### MATERIAL FOR THIS TASK:
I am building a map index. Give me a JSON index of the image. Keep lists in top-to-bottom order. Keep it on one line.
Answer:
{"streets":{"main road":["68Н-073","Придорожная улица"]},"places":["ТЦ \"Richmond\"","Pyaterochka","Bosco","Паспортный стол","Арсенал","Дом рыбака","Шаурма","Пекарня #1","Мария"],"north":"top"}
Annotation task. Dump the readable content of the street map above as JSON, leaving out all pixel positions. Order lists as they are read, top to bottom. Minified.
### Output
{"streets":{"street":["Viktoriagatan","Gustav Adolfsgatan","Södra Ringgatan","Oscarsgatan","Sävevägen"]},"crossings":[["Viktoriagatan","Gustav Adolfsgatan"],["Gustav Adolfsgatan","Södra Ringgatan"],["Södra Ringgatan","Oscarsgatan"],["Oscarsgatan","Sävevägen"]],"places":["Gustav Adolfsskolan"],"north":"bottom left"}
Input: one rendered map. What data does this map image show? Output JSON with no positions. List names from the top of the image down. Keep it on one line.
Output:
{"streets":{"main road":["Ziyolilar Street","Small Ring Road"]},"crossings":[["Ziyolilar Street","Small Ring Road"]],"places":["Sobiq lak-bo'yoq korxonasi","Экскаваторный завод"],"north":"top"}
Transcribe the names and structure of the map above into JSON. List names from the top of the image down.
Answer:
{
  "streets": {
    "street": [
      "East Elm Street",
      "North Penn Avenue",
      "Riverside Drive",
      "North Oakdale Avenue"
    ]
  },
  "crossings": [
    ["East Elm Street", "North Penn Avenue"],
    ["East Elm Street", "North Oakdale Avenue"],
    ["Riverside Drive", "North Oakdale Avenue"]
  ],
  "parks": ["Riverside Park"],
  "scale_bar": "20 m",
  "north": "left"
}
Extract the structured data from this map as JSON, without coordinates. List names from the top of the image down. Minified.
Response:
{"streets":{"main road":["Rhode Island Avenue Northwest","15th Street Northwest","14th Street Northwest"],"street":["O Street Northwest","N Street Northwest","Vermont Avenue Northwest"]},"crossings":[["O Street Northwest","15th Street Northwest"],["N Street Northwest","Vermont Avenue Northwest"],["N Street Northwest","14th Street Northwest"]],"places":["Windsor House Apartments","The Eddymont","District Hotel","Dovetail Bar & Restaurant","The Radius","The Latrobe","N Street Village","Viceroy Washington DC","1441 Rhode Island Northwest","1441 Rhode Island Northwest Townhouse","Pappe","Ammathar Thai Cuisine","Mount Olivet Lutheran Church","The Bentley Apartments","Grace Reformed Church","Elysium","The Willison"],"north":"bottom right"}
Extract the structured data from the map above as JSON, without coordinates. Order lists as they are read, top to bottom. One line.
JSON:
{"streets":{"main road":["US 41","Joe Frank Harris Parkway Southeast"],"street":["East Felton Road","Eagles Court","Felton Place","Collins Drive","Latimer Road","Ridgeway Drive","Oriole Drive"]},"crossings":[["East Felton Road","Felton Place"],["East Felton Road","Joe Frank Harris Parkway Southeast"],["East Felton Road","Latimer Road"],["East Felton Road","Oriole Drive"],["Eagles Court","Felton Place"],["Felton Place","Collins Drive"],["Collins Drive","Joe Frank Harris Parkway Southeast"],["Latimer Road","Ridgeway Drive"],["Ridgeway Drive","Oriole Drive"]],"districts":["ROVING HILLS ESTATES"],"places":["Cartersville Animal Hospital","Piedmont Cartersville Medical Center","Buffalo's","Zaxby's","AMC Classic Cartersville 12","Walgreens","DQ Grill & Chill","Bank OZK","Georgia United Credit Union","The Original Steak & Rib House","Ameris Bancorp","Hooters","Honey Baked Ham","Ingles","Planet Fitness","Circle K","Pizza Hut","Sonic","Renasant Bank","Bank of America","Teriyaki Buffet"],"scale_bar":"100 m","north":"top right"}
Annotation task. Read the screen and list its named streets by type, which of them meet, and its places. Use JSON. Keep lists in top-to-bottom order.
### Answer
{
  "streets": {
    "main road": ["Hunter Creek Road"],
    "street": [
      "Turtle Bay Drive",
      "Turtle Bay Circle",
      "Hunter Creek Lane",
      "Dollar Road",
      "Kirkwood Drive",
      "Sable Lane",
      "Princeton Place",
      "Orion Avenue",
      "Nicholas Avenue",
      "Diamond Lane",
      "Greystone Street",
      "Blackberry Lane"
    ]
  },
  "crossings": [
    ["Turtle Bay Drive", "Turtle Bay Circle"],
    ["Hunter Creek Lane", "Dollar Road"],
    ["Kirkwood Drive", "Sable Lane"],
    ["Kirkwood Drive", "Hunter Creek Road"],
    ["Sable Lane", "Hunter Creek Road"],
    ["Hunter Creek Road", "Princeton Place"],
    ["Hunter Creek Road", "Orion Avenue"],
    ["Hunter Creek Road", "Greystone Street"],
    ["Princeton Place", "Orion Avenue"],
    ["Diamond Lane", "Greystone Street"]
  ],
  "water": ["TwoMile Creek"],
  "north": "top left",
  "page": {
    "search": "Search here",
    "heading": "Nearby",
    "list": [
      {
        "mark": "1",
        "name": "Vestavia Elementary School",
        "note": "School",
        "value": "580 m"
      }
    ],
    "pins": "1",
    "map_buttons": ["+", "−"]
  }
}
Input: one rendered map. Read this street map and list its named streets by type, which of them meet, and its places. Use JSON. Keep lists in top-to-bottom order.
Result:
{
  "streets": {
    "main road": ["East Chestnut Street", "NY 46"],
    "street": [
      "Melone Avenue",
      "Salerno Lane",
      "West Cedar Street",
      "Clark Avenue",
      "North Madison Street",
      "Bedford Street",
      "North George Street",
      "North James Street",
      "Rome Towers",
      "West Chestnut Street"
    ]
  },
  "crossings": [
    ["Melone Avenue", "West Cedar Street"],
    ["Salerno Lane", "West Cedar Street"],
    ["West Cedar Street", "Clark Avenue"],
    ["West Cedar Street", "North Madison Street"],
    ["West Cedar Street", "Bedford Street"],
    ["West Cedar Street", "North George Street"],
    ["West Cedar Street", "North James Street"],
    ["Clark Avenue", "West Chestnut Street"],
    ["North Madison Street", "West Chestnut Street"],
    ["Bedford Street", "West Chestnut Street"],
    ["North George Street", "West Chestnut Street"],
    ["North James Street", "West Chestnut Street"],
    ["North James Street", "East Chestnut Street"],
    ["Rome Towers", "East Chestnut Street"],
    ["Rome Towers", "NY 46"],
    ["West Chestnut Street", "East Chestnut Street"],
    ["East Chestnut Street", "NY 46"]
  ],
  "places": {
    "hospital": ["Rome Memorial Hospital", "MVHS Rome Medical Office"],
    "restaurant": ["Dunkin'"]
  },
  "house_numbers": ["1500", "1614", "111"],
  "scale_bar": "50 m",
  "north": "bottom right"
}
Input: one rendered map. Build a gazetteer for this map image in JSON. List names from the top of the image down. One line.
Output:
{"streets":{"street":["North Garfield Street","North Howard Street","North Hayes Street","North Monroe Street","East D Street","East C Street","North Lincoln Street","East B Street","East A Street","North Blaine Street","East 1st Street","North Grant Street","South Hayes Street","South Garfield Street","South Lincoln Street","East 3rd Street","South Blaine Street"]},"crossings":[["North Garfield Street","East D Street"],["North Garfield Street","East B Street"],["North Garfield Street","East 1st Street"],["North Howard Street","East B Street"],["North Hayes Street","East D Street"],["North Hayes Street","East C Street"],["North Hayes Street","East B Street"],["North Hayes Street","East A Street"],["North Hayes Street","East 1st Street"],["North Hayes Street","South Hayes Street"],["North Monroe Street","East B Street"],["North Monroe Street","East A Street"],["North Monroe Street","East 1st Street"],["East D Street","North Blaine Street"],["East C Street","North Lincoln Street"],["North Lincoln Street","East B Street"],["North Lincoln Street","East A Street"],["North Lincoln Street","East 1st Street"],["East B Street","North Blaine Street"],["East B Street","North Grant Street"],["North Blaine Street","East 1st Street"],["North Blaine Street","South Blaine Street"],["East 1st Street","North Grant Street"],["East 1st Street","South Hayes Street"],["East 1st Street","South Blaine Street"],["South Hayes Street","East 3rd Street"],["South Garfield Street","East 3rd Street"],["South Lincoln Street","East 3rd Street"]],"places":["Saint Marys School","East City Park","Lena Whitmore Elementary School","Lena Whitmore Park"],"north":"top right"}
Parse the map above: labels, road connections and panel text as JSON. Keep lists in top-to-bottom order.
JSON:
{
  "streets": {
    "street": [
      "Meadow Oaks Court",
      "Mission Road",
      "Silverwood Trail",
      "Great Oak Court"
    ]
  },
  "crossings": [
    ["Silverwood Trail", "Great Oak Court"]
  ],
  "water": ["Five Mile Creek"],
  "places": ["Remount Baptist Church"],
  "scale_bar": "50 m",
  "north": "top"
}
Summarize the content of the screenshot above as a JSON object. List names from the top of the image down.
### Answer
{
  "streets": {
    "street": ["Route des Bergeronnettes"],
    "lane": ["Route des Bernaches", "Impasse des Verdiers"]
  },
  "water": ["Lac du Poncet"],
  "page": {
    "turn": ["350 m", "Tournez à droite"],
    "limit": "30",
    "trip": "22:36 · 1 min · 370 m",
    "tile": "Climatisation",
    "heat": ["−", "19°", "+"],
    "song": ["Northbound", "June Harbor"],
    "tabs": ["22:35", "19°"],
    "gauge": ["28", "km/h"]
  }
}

### ACTIVITY:
From the very first line of the data through the line with "Extract the structured data from this" in it, please reproduce each line exactly and output nothing more.

### WRITTEN RESPONSE:
I am building a map index. Give me a JSON index of the image. Keep lists in top-to-bottom order. Keep it on one line.
Answer:
{"streets":{"main road":["68Н-073","Придорожная улица"]},"places":["ТЦ \"Richmond\"","Pyaterochka","Bosco","Паспортный стол","Арсенал","Дом рыбака","Шаурма","Пекарня #1","Мария"],"north":"top"}
Annotation task. Dump the readable content of the street map above as JSON, leaving out all pixel positions. Order lists as they are read, top to bottom. Minified.
### Output
{"streets":{"street":["Viktoriagatan","Gustav Adolfsgatan","Södra Ringgatan","Oscarsgatan","Sävevägen"]},"crossings":[["Viktoriagatan","Gustav Adolfsgatan"],["Gustav Adolfsgatan","Södra Ringgatan"],["Södra Ringgatan","Oscarsgatan"],["Oscarsgatan","Sävevägen"]],"places":["Gustav Adolfsskolan"],"north":"bottom left"}
Input: one rendered map. What data does this map image show? Output JSON with no positions. List names from the top of the image down. Keep it on one line.
Output:
{"streets":{"main road":["Ziyolilar Street","Small Ring Road"]},"crossings":[["Ziyolilar Street","Small Ring Road"]],"places":["Sobiq lak-bo'yoq korxonasi","Экскаваторный завод"],"north":"top"}
Transcribe the names and structure of the map above into JSON. List names from the top of the image down.
Answer:
{
  "streets": {
    "street": [
      "East Elm Street",
      "North Penn Avenue",
      "Riverside Drive",
      "North Oakdale Avenue"
    ]
  },
  "crossings": [
    ["East Elm Street", "North Penn Avenue"],
    ["East Elm Street", "North Oakdale Avenue"],
    ["Riverside Drive", "North Oakdale Avenue"]
  ],
  "parks": ["Riverside Park"],
  "scale_bar": "20 m",
  "north": "left"
}
Extract the structured data from this map as JSON, without coordinates. List names from the top of the image down. Minified.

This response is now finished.